After winning the 1997 election Tony Blair famously remarked that his new government would be "whiter-than-white". This was always going to be tricky on the personal sleaze issue because one member of his cabinet had already run off with the wife of another (Lord Irving and Donald Dewar, respectively), another was having an affair (Robin Cook), one was exposed as homosexual (Nick Brown), within a short period John Prescott had an affair with his diary secretary and Peter Mandelson was outed. So it was fifteen-all on the personal sleazeometer, new balls please. Actually, there was one difference between Labour and the Conservatives. Labour said that Conservative ministers who erred in their bedroom activities were unfit to govern, yet none of them resigned when their habits were mad known. Sleaze + hypocrisy = advantage Blues.

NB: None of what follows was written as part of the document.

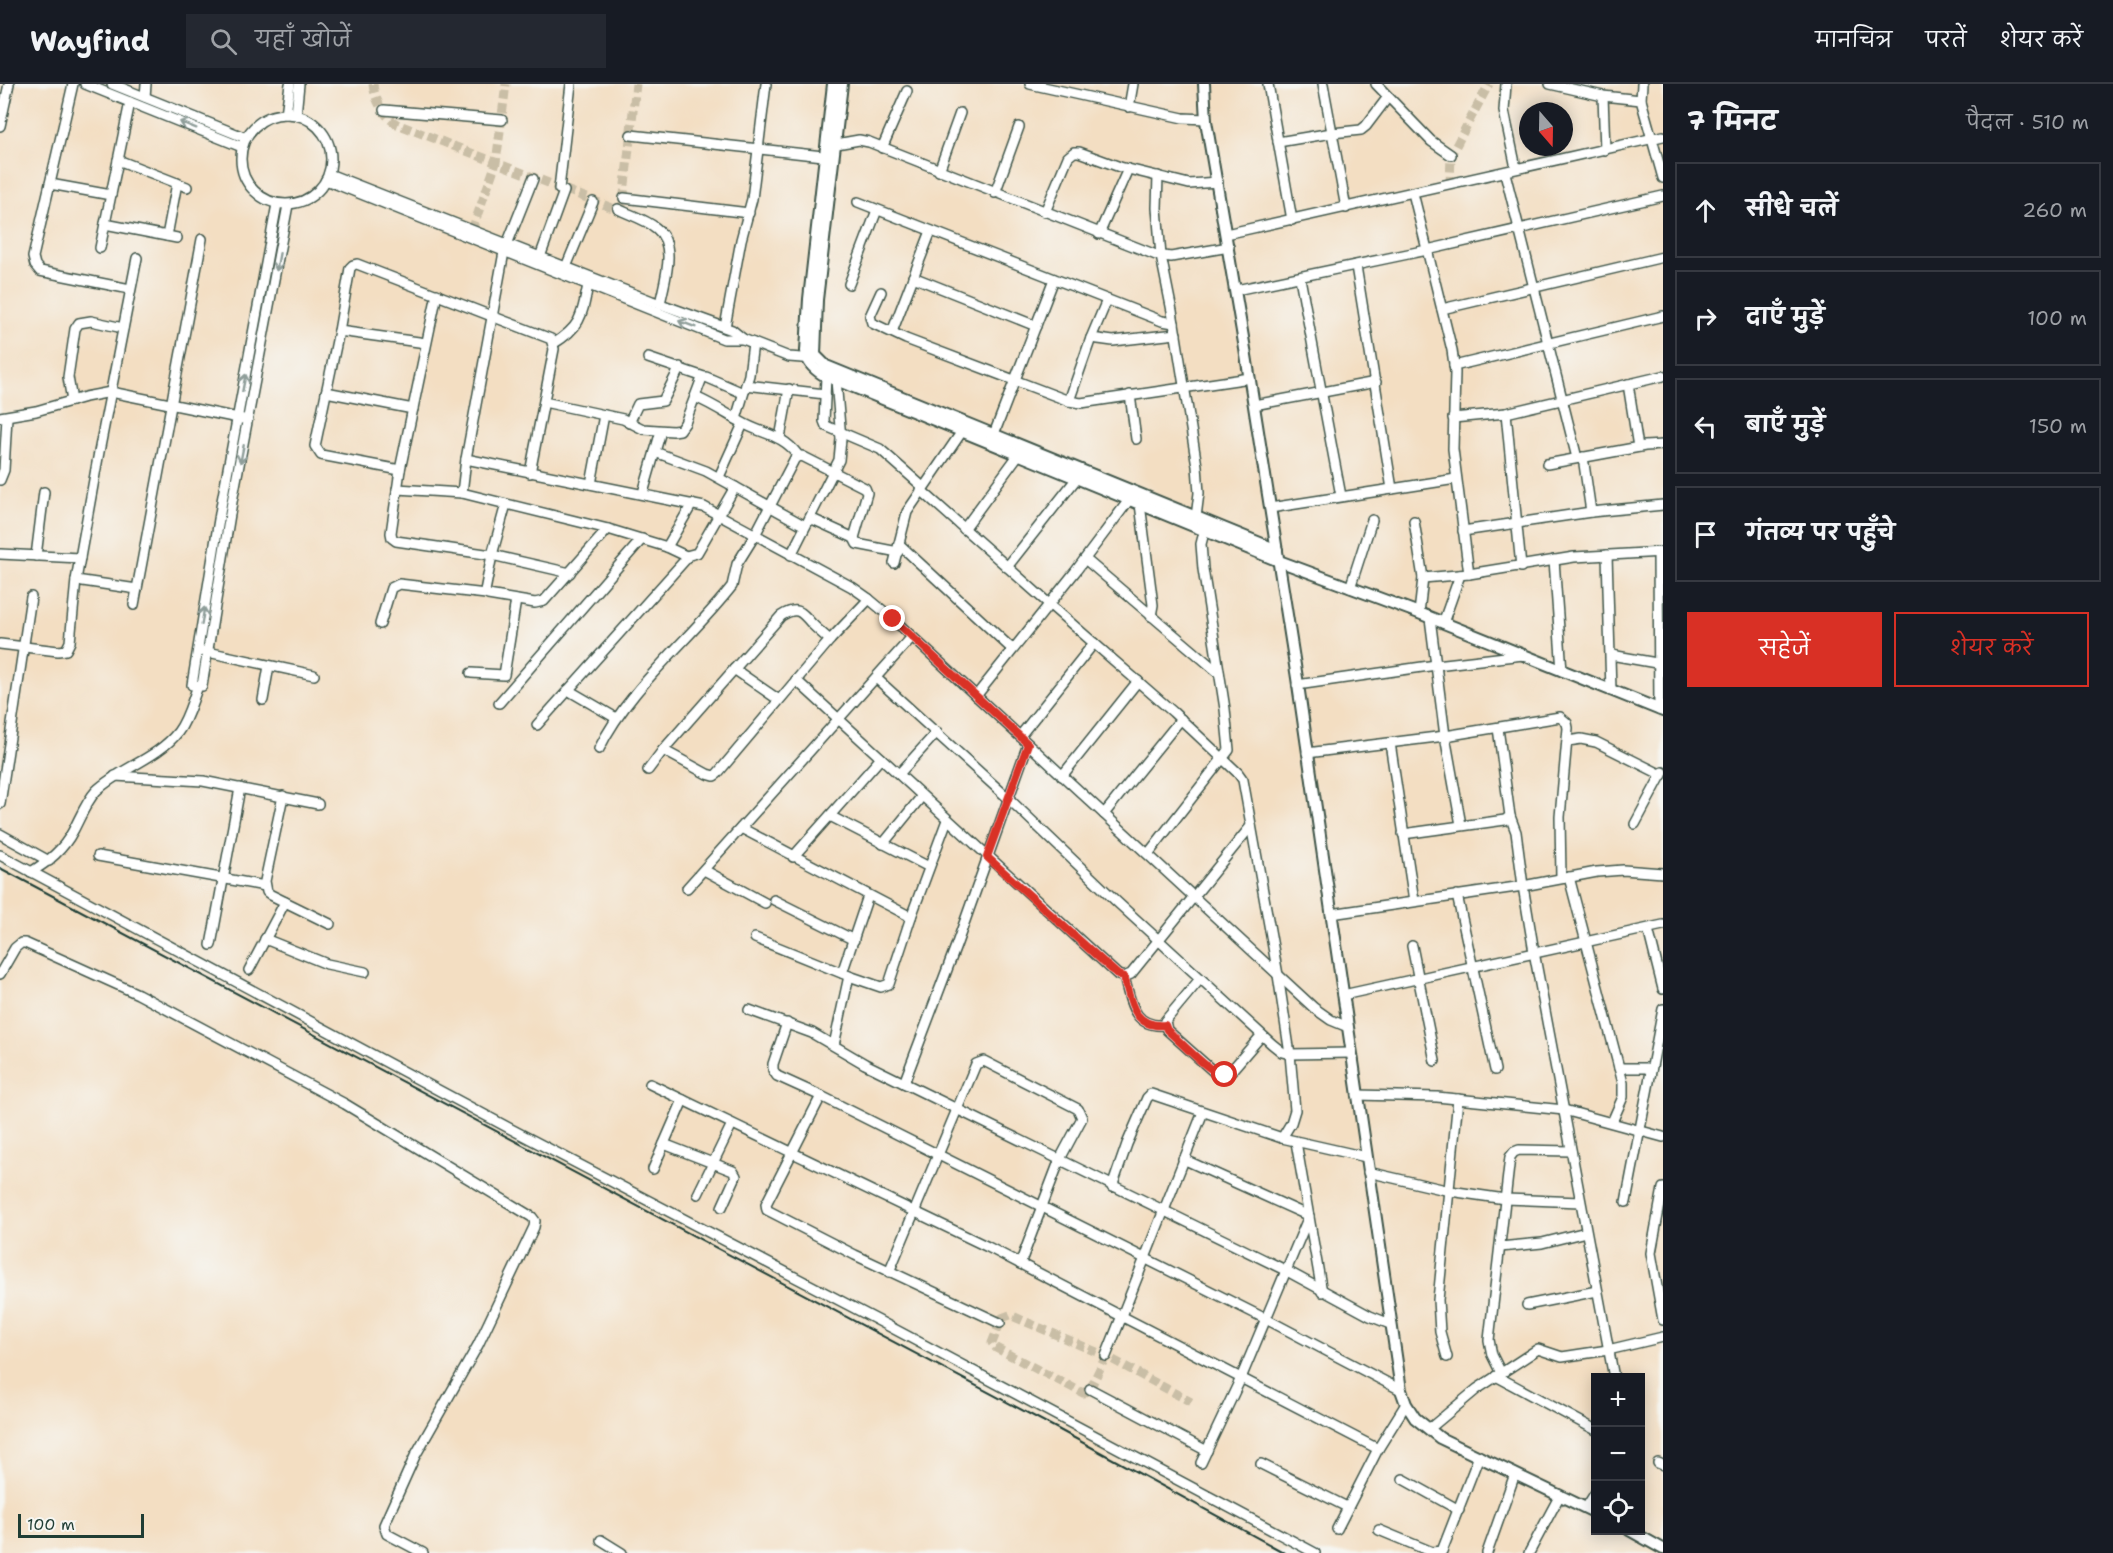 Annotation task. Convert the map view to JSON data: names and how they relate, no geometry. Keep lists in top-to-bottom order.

The real problem for whiter-then-white Labour was the degree of political sleaze and corruption that engulfed them shortly after taking office. First came the Ecclestone affair, this was a most extraordinary event in which an entirely non-corrupt payment was treated as a bribe by the Labour government. Bernie Ecclestone is a hugely successful businessman and has made substantial donations for many years to whichever political party was in office. There has never been any evidence that he has asked for anything in return and he has explained the payments as being intended to help the party in government run its party affairs separately from its public duties. It seems unlikely that a donation of any size would give the boss of the commercial arm of Formula 1 motor racing access to ministers which he would not otherwise have had - if he ever needed to see them he only needed to pick up the phone regardless of which party he supported. So what did Labour do? They introduced a ban on tobacco sponsorship of sport but exempted Formula 1 motor racing. In other words, they treated the payment from Mr Ecclestone as a bribe even though it was nothing of the sort.

That was a real eye-opener into just how little regard Mr Blair and his government had for normal principles of fair dealing. The following year, 1998, saw the first resignation from the Blair government for sleaze. In 1996 Peter Mandelson, then a Labour MP and close friend and adviser to Tony Blair, borrowed £373,000 from a fellow Labour MP to buy a house in London. After borrowing that money he applied to a building society for a loan to help him buy a property in his constituency in the north of England but did not tell the building society that he already owed someone £373,000. One might think the honest and honourable thing to do when asking for a loan from a commercial lender is to disclose all one's liabilities, only in that way can you be seen to be acting in good faith, but this did not seem important to Mr Mandelson. When the details came out he was forced to resign from the cabinet.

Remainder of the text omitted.